___ MATERIALS PROVIDED ___
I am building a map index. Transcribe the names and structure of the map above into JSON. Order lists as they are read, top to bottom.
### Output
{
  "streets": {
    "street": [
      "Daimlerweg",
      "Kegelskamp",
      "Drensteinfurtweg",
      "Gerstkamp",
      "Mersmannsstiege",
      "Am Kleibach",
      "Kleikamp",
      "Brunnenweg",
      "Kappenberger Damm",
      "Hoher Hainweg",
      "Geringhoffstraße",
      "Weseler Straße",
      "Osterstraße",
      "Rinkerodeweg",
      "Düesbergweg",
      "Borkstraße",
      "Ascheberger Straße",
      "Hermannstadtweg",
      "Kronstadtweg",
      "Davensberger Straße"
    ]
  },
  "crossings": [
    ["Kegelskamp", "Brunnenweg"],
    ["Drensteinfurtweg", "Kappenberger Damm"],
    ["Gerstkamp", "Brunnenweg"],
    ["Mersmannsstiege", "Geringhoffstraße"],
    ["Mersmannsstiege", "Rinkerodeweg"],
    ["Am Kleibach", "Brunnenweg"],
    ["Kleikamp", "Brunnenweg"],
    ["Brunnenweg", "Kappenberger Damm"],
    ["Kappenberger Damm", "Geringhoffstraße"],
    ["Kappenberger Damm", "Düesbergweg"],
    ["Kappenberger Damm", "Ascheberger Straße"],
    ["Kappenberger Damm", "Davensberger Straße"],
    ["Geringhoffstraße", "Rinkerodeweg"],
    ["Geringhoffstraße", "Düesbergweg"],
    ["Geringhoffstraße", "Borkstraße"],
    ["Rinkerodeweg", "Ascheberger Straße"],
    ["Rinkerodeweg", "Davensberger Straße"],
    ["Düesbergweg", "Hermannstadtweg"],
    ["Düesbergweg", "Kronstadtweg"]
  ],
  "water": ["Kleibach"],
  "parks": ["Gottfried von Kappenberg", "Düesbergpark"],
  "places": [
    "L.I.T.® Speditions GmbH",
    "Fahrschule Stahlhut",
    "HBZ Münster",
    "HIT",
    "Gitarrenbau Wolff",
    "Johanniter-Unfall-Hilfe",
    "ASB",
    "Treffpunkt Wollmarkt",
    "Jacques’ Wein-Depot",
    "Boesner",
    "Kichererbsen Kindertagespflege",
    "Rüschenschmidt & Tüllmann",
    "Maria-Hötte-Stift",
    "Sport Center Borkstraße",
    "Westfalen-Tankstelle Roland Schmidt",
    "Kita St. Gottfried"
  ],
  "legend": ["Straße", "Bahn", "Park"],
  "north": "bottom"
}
___
Your answer must be an exact transcription of all the data above.

I am building a map index. Transcribe the names and structure of the map above into JSON. Order lists as they are read, top to bottom.
### Output
{
  "streets": {
    "street": [
      "Daimlerweg",
      "Kegelskamp",
      "Drensteinfurtweg",
      "Gerstkamp",
      "Mersmannsstiege",
      "Am Kleibach",
      "Kleikamp",
      "Brunnenweg",
      "Kappenberger Damm",
      "Hoher Hainweg",
      "Geringhoffstraße",
      "Weseler Straße",
      "Osterstraße",
      "Rinkerodeweg",
      "Düesbergweg",
      "Borkstraße",
      "Ascheberger Straße",
      "Hermannstadtweg",
      "Kronstadtweg",
      "Davensberger Straße"
    ]
  },
  "crossings": [
    ["Kegelskamp", "Brunnenweg"],
    ["Drensteinfurtweg", "Kappenberger Damm"],
    ["Gerstkamp", "Brunnenweg"],
    ["Mersmannsstiege", "Geringhoffstraße"],
    ["Mersmannsstiege", "Rinkerodeweg"],
    ["Am Kleibach", "Brunnenweg"],
    ["Kleikamp", "Brunnenweg"],
    ["Brunnenweg", "Kappenberger Damm"],
    ["Kappenberger Damm", "Geringhoffstraße"],
    ["Kappenberger Damm", "Düesbergweg"],
    ["Kappenberger Damm", "Ascheberger Straße"],
    ["Kappenberger Damm", "Davensberger Straße"],
    ["Geringhoffstraße", "Rinkerodeweg"],
    ["Geringhoffstraße", "Düesbergweg"],
    ["Geringhoffstraße", "Borkstraße"],
    ["Rinkerodeweg", "Ascheberger Straße"],
    ["Rinkerodeweg", "Davensberger Straße"],
    ["Düesbergweg", "Hermannstadtweg"],
    ["Düesbergweg", "Kronstadtweg"]
  ],
  "water": ["Kleibach"],
  "parks": ["Gottfried von Kappenberg", "Düesbergpark"],
  "places": [
    "L.I.T.® Speditions GmbH",
    "Fahrschule Stahlhut",
    "HBZ Münster",
    "HIT",
    "Gitarrenbau Wolff",
    "Johanniter-Unfall-Hilfe",
    "ASB",
    "Treffpunkt Wollmarkt",
    "Jacques’ Wein-Depot",
    "Boesner",
    "Kichererbsen Kindertagespflege",
    "Rüschenschmidt & Tüllmann",
    "Maria-Hötte-Stift",
    "Sport Center Borkstraße",
    "Westfalen-Tankstelle Roland Schmidt",
    "Kita St. Gottfried"
  ],
  "legend": ["Straße", "Bahn", "Park"],
  "north": "bottom"
}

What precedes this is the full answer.